Typically, a real estate buyer had the seller give them an inspection period in which the buyer will have a professional inspect the property to see if there is anything the buyer missed. These inspections are very inexpensive insurance for the buyer and should always be done when purchasing a personal residence. For investors, inspections are just as important, but investors often do them themselves.

A growing trend in REO (bank owned) properties is for the addendum returned by the asset manager or realtor to have a short inspection period. The usual inspection period for REOs varies depending on the area of ​​the country where the Inmate is located. In some heavily run-down areas, it is not uncommon for inspection periods to be 15-20 days. In active markets, inspection periods are typically 5-10 days.

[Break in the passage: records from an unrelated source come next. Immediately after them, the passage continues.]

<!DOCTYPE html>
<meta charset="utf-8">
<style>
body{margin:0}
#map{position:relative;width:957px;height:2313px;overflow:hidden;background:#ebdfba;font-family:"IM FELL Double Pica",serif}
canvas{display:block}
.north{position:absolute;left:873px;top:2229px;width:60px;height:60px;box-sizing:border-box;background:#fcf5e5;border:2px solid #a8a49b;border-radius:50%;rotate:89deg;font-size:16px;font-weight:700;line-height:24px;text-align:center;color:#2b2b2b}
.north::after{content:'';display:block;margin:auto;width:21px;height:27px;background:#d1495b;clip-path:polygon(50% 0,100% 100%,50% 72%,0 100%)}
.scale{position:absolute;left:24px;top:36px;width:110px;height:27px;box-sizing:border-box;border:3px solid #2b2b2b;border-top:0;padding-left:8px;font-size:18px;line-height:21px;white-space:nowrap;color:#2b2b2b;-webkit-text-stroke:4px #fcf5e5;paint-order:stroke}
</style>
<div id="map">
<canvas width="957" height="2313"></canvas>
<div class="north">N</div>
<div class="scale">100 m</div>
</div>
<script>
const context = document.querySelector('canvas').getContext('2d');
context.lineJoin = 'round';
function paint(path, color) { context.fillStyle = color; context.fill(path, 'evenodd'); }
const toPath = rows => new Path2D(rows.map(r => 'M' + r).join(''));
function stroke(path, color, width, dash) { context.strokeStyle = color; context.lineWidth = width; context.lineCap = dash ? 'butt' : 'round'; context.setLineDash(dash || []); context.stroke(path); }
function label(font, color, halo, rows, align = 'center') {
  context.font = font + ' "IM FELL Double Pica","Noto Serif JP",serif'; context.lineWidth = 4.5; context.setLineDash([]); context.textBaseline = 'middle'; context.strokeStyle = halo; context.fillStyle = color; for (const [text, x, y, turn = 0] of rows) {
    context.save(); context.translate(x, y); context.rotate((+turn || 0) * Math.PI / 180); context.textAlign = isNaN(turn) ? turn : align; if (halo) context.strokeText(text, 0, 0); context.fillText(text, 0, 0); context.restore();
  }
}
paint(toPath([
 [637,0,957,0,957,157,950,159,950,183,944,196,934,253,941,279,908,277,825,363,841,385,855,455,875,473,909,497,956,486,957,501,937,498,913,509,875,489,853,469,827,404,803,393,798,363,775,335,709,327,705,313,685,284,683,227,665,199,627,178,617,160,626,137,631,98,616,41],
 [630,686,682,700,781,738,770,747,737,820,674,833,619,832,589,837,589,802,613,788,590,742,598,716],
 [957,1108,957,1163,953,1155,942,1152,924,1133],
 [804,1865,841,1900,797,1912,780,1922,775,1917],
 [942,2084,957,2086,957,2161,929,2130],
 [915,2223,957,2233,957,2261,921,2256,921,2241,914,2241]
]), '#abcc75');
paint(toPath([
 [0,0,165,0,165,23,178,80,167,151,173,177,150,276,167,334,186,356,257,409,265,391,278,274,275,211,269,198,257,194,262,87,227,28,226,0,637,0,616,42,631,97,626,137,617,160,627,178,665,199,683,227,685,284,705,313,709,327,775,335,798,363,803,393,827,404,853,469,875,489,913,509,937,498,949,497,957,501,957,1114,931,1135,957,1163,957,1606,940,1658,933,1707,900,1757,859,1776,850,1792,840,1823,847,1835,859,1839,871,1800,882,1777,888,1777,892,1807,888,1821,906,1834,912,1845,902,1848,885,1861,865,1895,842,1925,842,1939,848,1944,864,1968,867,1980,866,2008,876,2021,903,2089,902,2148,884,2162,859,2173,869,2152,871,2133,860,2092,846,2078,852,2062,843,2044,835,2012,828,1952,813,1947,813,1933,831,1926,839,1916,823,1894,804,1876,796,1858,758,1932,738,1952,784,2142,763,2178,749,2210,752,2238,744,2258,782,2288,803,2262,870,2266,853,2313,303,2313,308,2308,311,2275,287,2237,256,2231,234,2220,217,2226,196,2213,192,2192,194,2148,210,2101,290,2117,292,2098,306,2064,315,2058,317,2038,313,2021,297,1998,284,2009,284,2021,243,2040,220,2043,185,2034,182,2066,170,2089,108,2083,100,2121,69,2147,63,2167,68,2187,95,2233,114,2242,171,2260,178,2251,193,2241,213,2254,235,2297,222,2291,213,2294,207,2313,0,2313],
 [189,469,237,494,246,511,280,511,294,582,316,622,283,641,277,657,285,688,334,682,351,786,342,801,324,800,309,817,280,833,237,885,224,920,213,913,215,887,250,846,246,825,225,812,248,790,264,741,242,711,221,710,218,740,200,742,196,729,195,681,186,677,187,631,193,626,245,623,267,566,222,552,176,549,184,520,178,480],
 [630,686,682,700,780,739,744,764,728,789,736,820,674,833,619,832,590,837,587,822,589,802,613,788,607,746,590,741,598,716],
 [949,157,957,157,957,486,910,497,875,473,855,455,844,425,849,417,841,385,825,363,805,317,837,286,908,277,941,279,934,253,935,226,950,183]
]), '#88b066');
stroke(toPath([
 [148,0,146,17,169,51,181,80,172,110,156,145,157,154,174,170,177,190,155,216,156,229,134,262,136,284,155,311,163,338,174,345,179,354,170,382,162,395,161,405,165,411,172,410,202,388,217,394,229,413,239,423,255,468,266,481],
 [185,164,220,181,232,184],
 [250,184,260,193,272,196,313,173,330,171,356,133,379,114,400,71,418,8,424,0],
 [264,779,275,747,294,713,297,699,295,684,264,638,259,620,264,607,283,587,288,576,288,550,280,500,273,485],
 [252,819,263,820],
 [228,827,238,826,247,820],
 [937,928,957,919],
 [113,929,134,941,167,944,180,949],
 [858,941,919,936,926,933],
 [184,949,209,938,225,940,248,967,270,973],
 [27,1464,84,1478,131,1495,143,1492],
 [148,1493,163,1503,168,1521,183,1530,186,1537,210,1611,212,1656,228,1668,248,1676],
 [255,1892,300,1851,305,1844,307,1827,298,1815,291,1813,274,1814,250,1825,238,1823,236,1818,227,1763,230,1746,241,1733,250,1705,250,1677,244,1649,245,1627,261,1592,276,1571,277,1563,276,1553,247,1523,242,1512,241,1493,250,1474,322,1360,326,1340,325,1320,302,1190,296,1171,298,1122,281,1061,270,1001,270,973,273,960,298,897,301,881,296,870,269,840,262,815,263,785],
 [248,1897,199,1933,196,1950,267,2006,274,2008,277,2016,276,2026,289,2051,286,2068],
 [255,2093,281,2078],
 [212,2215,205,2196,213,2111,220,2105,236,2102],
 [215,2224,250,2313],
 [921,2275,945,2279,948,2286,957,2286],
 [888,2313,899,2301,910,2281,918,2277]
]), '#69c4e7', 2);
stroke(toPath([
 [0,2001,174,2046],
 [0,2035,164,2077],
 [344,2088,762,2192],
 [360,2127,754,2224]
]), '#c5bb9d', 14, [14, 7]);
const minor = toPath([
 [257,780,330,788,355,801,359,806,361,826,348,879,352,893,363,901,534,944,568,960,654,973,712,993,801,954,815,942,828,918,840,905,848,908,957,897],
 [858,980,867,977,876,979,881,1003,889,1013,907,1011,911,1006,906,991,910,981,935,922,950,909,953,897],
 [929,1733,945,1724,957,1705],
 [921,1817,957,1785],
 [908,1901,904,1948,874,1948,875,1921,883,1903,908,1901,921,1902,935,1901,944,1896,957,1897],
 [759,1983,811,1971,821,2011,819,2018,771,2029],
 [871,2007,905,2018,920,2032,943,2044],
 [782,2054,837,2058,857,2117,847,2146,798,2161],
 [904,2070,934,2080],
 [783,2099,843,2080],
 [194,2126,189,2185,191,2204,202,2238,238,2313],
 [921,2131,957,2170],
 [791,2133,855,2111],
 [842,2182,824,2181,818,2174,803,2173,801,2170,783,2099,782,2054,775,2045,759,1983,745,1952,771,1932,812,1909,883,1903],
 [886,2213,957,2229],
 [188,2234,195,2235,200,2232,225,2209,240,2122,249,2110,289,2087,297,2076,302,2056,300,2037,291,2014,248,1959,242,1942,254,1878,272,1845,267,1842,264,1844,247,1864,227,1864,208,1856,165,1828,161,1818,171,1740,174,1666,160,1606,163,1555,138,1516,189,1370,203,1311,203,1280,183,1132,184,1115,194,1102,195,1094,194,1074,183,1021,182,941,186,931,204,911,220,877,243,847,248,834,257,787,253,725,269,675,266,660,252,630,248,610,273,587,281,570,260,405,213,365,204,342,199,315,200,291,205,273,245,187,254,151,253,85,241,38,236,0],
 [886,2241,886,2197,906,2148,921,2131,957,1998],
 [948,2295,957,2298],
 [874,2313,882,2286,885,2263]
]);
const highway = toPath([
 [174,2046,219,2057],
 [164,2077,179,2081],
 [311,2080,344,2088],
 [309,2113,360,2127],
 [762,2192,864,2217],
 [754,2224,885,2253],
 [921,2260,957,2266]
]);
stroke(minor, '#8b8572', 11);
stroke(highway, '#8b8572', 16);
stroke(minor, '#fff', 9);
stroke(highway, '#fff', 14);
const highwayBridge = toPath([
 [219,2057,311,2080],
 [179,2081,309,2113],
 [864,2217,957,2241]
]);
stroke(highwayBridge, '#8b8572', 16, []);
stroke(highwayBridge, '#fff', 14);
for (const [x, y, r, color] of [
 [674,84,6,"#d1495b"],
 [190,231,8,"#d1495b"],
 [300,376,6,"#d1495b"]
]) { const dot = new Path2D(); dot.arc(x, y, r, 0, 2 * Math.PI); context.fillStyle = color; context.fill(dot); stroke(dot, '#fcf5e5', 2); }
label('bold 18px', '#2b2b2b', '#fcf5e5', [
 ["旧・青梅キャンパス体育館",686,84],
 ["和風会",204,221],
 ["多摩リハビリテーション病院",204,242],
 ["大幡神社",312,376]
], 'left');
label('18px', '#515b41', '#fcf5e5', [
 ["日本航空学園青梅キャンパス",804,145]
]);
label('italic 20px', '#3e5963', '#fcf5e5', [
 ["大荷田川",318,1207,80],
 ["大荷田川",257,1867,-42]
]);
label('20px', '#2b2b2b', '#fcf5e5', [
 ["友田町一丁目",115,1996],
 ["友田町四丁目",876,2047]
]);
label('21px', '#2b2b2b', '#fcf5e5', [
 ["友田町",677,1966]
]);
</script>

The inspection period is very important to investors because it allows them to market the property to their buyer’s list and resell the property at a profit. If the only advertising medium that sold REOs was MLS, many would go unsold as the average investor does not have access to MLS and the best buys are REOs that are not sold in the first 30 days on the market (DOM). Investors then put the properties under contract, provide proof of funds or letter of credit, and make a deposit to the closing agent chosen by the asset manager or realtor.

However, REO brokers and agents may have trouble closing these deals because the investor hired you at too high a price. Now you know because you cannot resell it to another investor who will rehabilitate it or keep it as a rental. Therefore, the investor uses the inspection period to exit the contract and get his money back. This generally infuriates real estate agents as they have to re-market the property again. If this happens too often, the real estate agent will not only lose this listing, but they will also lose the asset manager (bank) as a customer.

There is a trend taking place in REO hiring that gives the buyer a zero-day inspection. This means that as soon as the buyer signs the contract, they can no longer exit using the inspection period as a legal loophole. We are even seeing that the real estate agents’ appendices say zero-day inspection, while the asset managers appendices allow 5 days. Obviously, this is a prime realtor move because the result is detrimental to the final sale price of the property. These investors who are returning the properties do so because the price they paid was too high. The result is that the asset manager has to lower its price to attract more buyers.

While a small group of investors are wholesalers who use the inspection period to abandon an offering, the vast majority of investors do not and these are the end buyers who should be bidding on the properties. Due to this burdensome zero-day inspection requirement, inexperienced investors are paying more money to experienced investors, often for the same properties. This earnings spread could go to the asset managers’ accounts, but they may not even know this anomaly is happening as their only input is the publicly traded real estate agent.

In short, in an attempt to have fewer failed deals, real estate agents have tightened the inspection period requirement and often the deposit amount. Most REO deposits are in the $ 500 to $ 1,000 range, but some real estate agents demand the higher of 10% or $ 5,000. The net result is that there are fewer bidders willing to buy the properties and more price drops when the properties are finally sold.